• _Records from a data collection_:
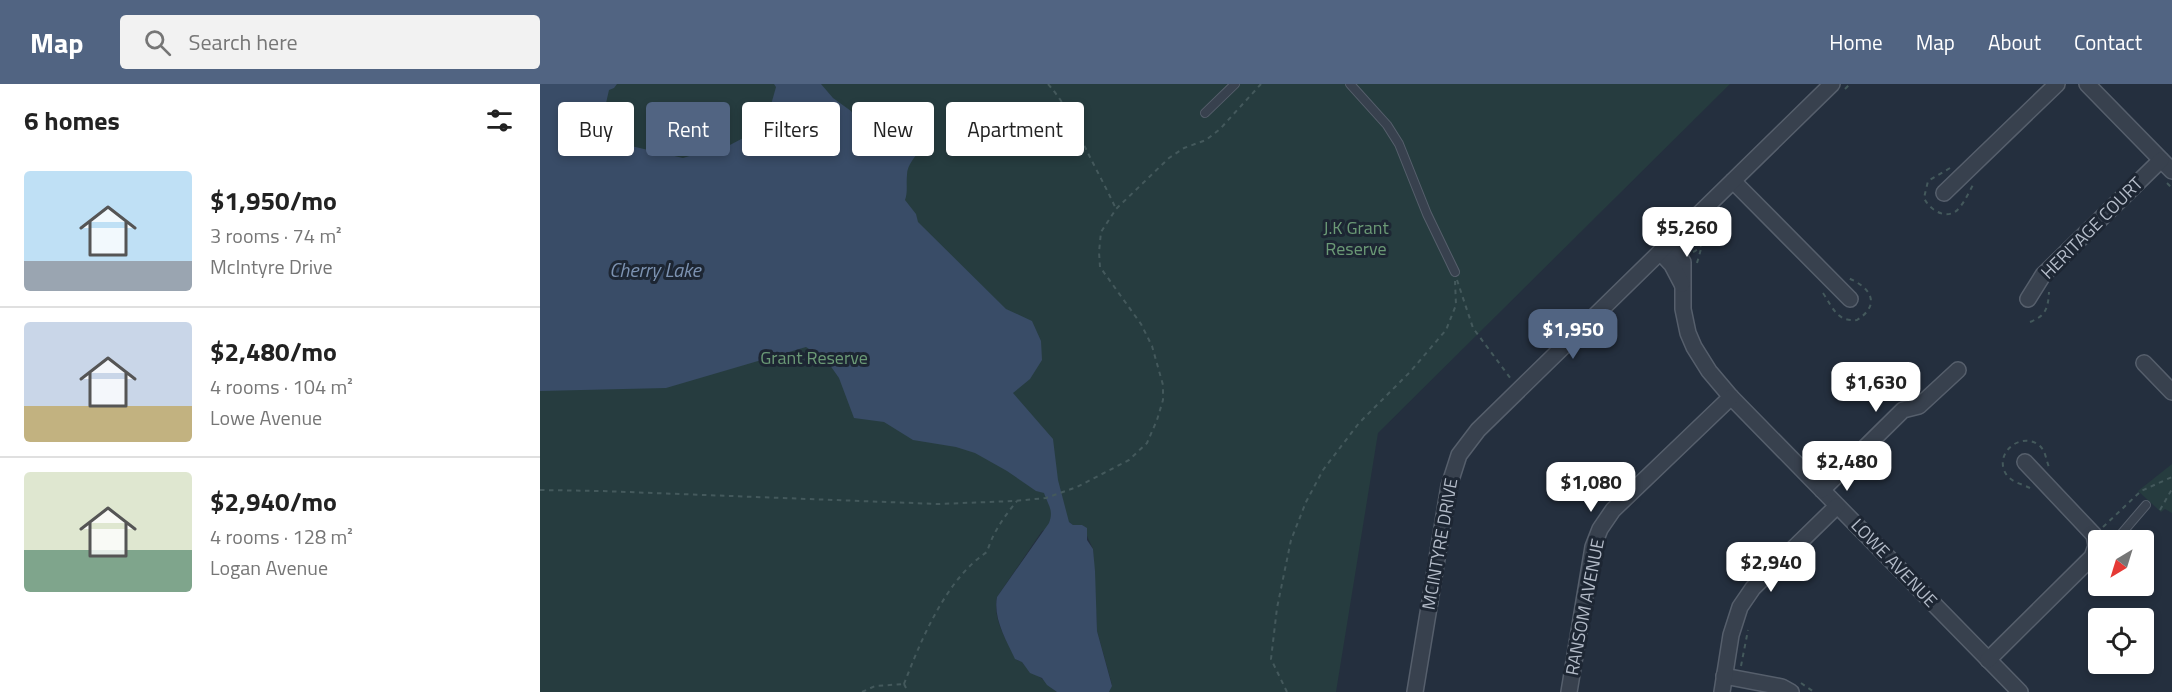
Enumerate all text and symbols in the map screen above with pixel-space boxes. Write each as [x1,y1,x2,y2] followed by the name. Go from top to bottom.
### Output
[120,15,540,69] search box
[30,21,84,64] text: Map
[189,25,298,59] text: Search here
[141,26,174,59] icon: search
[1829,26,1883,58] text: Home
[1916,26,1955,58] text: Map
[1988,26,2041,58] text: About
[2074,26,2142,58] text: Contact
[24,101,120,140] text: 6 homes
[558,102,634,156] chip: Buy
[646,102,730,156] chip: Rent
[742,102,840,156] chip: Filters
[852,102,934,156] chip: New
[946,102,1084,156] chip: Apartment
[483,104,516,137] icon: filters
[2034,170,2149,285] street label: HERITAGE COURT
[210,181,337,220] text: $1,950/mo
[72,195,144,267] icon: home
[1638,207,1736,258] pin: $5,260
[1656,211,1718,242] text: $5,260
[1323,214,1389,262] park label: J.K Grant Reserve
[210,220,342,251] text: 3 rooms · 74 m²
[210,251,333,282] text: McIntyre Drive
[609,254,703,285] water label: Cherry Lake
[1524,309,1622,360] pin: $1,950
[1542,313,1604,344] text: $1,950
[210,332,337,371] text: $2,480/mo
[760,344,868,371] park label: Grant Reserve
[72,346,144,418] icon: home
[1827,362,1925,413] pin: $1,630
[1845,366,1907,397] text: $1,630
[210,371,353,402] text: 4 rooms · 104 m²
[210,402,322,433] text: Lowe Avenue
[1798,441,1896,492] pin: $2,480
[1816,445,1878,476] text: $2,480
[1542,462,1640,513] pin: $1,080
[1560,466,1622,497] text: $1,080
[1415,476,1464,612] street label: MCINTYRE DRIVE
[210,482,337,521] text: $2,940/mo
[72,496,144,568] icon: home
[1845,512,1944,613] street label: LOWE AVENUE
[210,521,353,552] text: 4 rooms · 128 m²
[2088,530,2154,596] north arrow
[2088,530,2154,674] map controls
[1558,536,1611,678] street label: RANSOM AVENUE
[1722,542,1820,593] pin: $2,940
[1740,546,1802,577] text: $2,940
[210,552,328,583] text: Logan Avenue
[2088,608,2154,674] button: locate

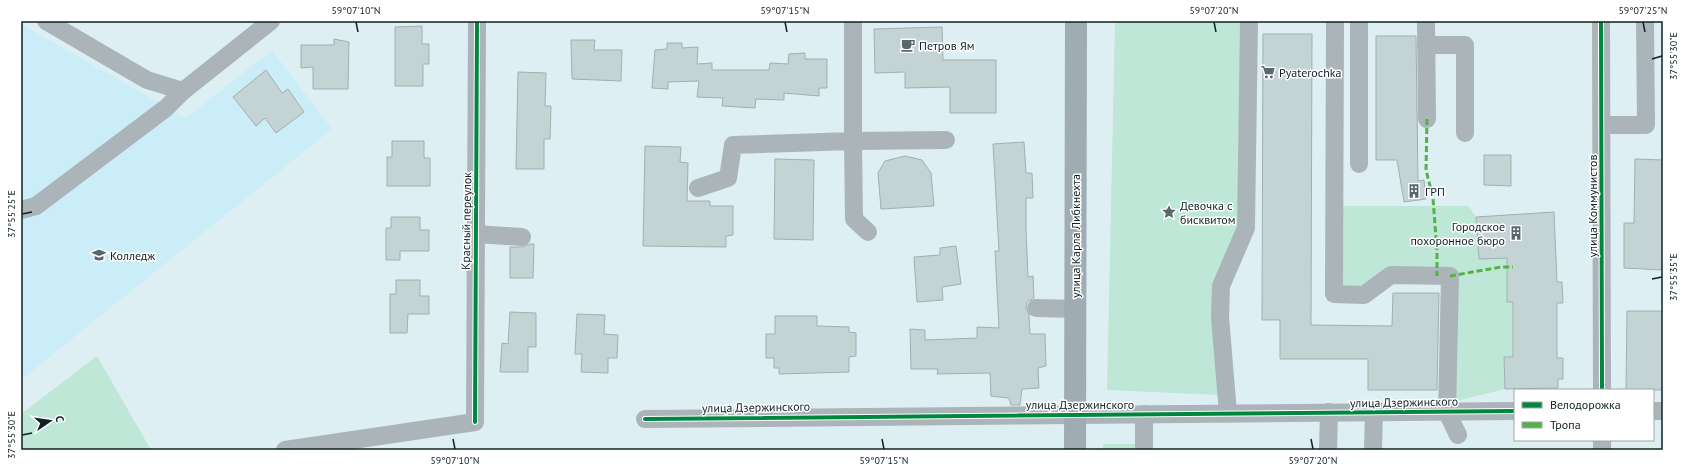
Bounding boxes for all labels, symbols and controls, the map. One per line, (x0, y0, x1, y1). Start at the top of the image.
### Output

• _AIM OF THE EXERCISE_: Wherever "boxes" appears in a line of the entries, copy that line.

• _OUTPUT BELOW_:
Enumerate all text and symbols in the map screen above with pixel-space boxes. Write each as [x1,y1,x2,y2] followed by the name. Go from top to bottom.
Bounding boxes for all labels, symbols and controls, the map. One per line, (x0, y0, x1, y1). Start at the top of the image.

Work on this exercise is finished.